### Exercise
How many lines in the data hold the string "halo"? State the number alone.

### Provided data
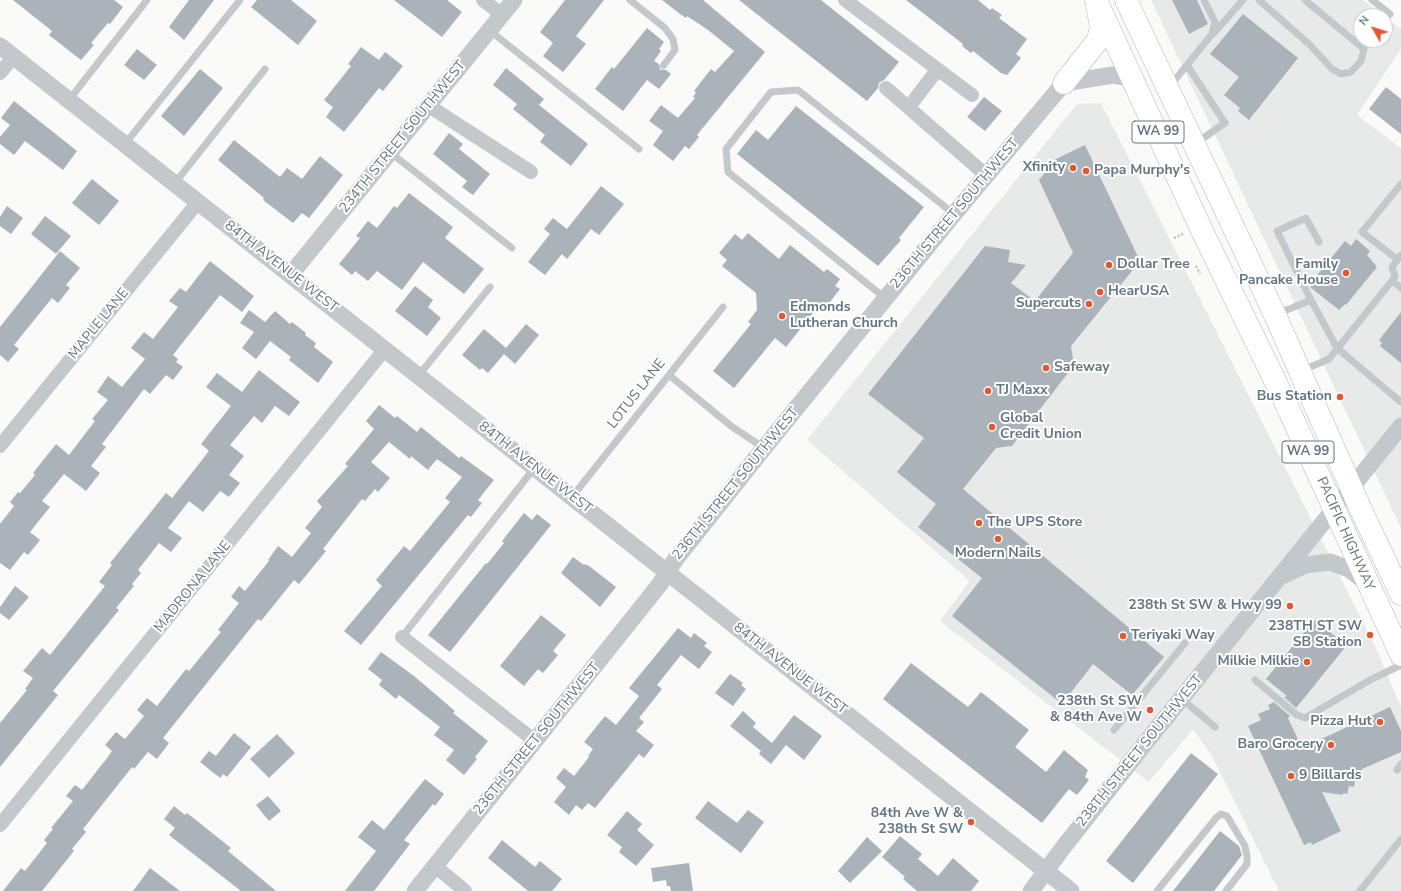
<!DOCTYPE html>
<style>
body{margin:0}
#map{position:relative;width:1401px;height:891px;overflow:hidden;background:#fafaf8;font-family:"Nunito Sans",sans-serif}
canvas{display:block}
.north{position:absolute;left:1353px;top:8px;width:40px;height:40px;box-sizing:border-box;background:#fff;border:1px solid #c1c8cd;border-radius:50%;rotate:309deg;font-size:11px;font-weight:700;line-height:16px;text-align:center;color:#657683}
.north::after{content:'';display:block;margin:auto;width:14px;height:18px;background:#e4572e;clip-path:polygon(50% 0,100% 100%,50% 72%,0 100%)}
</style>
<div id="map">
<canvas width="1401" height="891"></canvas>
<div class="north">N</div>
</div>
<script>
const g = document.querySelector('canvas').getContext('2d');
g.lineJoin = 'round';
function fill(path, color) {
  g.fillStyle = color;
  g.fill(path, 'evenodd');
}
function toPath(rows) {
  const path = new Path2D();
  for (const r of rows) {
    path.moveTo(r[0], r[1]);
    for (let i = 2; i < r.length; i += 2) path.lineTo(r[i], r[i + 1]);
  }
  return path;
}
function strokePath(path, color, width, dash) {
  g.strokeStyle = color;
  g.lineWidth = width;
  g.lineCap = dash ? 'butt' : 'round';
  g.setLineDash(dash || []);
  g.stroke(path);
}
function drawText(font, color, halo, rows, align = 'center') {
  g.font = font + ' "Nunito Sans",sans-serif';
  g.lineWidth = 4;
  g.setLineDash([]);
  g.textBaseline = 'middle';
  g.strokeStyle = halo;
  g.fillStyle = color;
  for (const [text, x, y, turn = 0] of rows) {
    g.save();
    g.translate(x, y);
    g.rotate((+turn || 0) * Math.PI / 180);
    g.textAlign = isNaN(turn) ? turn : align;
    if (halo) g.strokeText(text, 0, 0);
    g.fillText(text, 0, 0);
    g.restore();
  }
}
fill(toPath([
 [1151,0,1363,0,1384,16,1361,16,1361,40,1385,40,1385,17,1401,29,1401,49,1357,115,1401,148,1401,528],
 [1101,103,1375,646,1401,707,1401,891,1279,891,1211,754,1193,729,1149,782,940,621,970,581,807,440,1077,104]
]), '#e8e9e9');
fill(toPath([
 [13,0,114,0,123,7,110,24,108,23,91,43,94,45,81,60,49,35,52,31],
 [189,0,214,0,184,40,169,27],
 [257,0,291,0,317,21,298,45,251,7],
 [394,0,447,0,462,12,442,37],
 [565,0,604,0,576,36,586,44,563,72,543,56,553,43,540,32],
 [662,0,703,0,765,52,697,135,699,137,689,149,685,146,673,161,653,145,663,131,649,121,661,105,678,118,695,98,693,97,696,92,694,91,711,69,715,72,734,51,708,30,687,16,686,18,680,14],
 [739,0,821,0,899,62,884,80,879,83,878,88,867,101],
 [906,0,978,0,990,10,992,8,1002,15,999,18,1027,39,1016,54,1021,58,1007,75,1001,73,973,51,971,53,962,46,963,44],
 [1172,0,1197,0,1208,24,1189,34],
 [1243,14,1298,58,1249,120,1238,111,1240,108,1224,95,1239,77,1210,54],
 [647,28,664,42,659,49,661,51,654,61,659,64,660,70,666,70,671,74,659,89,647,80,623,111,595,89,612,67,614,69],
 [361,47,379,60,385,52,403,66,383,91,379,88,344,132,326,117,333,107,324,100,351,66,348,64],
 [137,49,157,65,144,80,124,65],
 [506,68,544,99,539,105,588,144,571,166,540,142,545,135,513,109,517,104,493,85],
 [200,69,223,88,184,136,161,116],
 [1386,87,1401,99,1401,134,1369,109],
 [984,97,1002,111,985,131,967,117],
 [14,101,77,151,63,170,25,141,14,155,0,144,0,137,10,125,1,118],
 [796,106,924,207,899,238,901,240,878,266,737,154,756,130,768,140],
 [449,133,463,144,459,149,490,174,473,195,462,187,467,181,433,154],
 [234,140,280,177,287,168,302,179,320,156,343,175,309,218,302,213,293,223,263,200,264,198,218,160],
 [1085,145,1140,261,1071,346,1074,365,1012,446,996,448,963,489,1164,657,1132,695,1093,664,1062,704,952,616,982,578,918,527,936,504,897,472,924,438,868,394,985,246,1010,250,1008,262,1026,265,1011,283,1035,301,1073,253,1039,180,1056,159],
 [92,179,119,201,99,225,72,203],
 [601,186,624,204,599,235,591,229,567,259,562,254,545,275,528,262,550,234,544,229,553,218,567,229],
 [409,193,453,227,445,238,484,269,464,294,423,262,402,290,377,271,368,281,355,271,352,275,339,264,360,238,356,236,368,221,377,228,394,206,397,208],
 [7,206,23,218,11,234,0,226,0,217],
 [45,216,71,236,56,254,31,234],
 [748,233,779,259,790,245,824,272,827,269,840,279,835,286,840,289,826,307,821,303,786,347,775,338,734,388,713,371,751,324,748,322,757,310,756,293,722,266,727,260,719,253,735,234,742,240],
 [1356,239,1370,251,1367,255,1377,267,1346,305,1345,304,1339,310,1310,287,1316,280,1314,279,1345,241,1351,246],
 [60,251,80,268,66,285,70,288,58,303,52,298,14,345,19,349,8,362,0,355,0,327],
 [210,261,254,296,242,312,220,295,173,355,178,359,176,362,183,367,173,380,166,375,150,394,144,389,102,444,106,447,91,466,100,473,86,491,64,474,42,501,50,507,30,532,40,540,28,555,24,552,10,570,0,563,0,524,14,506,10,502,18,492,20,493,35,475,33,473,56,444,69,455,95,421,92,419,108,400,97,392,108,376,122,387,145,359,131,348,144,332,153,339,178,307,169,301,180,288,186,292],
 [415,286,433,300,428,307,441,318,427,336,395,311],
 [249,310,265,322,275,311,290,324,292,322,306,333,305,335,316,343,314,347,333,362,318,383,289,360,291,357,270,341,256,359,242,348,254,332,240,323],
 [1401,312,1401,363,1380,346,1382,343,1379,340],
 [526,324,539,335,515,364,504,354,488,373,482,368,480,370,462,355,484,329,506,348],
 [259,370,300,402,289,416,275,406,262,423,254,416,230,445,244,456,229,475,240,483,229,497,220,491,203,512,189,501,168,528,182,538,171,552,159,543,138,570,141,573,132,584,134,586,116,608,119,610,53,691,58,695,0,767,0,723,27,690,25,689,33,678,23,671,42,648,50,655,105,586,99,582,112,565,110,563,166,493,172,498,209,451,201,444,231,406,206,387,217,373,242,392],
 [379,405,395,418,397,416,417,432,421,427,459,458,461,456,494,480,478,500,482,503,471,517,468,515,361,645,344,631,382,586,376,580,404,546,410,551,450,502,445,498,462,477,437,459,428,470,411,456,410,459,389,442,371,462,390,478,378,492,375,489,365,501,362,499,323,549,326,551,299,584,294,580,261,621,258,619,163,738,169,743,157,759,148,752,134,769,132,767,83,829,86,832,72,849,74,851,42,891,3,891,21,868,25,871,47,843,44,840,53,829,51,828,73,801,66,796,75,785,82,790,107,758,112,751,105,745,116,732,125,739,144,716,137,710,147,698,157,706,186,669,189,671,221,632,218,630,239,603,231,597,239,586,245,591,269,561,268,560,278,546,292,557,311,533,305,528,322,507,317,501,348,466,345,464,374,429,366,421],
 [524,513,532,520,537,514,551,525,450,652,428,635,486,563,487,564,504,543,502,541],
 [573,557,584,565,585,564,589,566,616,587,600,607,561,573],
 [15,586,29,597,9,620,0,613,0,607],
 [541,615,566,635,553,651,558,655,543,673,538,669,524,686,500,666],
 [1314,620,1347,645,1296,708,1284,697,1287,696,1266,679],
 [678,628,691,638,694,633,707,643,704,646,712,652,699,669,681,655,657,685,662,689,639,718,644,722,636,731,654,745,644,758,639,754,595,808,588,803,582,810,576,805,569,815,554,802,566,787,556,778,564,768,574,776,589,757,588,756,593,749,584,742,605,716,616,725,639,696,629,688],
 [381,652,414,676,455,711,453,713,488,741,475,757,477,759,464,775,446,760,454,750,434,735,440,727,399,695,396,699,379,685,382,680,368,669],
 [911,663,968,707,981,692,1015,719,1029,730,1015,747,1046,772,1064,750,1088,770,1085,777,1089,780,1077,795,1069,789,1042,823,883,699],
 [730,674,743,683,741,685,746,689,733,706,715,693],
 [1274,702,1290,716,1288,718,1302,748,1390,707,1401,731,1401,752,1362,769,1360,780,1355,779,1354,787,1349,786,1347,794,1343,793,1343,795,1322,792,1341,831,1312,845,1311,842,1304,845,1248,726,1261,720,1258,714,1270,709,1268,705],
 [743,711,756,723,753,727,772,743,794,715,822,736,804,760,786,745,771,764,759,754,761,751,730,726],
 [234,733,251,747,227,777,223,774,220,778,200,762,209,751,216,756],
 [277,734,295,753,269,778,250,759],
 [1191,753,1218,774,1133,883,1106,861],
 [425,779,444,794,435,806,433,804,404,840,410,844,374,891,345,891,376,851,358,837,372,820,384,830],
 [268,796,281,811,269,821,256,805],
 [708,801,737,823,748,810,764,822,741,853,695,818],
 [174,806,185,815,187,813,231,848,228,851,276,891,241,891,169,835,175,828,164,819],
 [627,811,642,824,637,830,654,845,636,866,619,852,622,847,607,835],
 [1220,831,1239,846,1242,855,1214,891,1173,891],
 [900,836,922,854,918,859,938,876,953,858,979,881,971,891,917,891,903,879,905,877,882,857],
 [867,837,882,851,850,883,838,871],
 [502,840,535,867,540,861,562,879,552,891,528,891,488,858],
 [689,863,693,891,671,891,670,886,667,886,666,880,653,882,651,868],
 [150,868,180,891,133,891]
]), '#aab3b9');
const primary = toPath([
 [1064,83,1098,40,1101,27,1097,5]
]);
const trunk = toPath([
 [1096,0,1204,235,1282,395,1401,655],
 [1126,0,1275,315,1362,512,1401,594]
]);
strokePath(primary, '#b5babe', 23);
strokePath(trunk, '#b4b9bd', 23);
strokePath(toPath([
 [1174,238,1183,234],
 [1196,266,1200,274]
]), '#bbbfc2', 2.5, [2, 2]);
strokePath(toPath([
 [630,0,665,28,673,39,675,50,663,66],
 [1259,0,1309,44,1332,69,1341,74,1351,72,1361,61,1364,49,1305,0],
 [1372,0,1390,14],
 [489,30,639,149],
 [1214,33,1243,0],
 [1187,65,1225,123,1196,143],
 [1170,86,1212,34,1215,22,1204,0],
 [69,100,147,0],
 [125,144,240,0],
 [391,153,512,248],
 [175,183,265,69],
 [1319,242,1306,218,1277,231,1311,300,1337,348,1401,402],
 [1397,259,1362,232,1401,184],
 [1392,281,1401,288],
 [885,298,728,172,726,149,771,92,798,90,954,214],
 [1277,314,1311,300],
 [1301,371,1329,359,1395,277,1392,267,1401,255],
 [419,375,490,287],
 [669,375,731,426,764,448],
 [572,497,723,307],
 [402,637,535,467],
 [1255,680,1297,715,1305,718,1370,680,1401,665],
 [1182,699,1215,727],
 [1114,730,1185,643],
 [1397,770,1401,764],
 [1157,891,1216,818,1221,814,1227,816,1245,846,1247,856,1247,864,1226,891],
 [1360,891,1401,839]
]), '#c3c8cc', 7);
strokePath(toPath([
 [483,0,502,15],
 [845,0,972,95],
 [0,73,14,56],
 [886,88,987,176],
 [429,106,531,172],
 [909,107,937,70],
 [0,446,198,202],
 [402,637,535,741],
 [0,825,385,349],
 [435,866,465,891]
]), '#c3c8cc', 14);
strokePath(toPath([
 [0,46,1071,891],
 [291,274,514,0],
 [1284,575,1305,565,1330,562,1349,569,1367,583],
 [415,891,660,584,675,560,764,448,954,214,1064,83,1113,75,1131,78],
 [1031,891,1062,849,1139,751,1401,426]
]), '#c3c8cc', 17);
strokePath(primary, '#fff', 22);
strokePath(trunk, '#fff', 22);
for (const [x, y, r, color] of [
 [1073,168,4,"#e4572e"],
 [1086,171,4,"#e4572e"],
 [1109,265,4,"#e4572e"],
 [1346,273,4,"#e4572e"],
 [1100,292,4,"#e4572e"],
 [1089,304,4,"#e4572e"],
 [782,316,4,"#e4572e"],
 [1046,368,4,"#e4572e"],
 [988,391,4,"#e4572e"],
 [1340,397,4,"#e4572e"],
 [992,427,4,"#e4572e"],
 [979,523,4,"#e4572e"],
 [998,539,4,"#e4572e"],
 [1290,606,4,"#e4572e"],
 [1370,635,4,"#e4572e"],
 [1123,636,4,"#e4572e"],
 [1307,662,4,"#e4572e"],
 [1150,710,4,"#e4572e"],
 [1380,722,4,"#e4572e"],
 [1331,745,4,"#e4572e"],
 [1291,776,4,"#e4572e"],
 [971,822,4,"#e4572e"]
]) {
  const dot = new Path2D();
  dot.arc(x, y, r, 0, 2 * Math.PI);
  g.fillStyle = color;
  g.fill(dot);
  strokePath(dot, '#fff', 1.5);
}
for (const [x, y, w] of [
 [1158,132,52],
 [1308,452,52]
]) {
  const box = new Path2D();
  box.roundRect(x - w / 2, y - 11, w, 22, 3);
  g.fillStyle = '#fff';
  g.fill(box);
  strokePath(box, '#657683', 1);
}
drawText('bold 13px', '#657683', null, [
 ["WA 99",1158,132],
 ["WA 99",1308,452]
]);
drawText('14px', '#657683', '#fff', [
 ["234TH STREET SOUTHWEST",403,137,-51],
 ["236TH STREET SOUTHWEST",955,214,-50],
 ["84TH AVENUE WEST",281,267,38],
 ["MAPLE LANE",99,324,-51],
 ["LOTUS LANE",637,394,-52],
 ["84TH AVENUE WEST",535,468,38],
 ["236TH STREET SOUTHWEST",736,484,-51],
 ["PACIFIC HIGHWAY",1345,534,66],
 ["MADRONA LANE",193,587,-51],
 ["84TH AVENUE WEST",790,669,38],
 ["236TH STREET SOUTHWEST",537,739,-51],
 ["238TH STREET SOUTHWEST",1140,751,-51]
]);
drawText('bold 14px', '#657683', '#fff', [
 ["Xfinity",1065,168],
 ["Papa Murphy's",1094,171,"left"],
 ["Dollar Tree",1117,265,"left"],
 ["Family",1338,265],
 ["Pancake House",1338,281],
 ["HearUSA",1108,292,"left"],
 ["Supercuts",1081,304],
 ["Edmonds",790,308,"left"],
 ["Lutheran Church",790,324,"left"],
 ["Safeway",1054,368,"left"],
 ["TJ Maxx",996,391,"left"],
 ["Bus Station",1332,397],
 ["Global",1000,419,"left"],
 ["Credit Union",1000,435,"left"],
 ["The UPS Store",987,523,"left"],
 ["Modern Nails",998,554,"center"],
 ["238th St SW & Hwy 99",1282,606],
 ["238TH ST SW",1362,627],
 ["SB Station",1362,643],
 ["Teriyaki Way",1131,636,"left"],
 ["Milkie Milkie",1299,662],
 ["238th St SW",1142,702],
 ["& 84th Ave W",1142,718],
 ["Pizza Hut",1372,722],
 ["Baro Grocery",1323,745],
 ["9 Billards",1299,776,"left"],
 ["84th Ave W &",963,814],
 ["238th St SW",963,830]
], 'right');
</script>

### Result below
3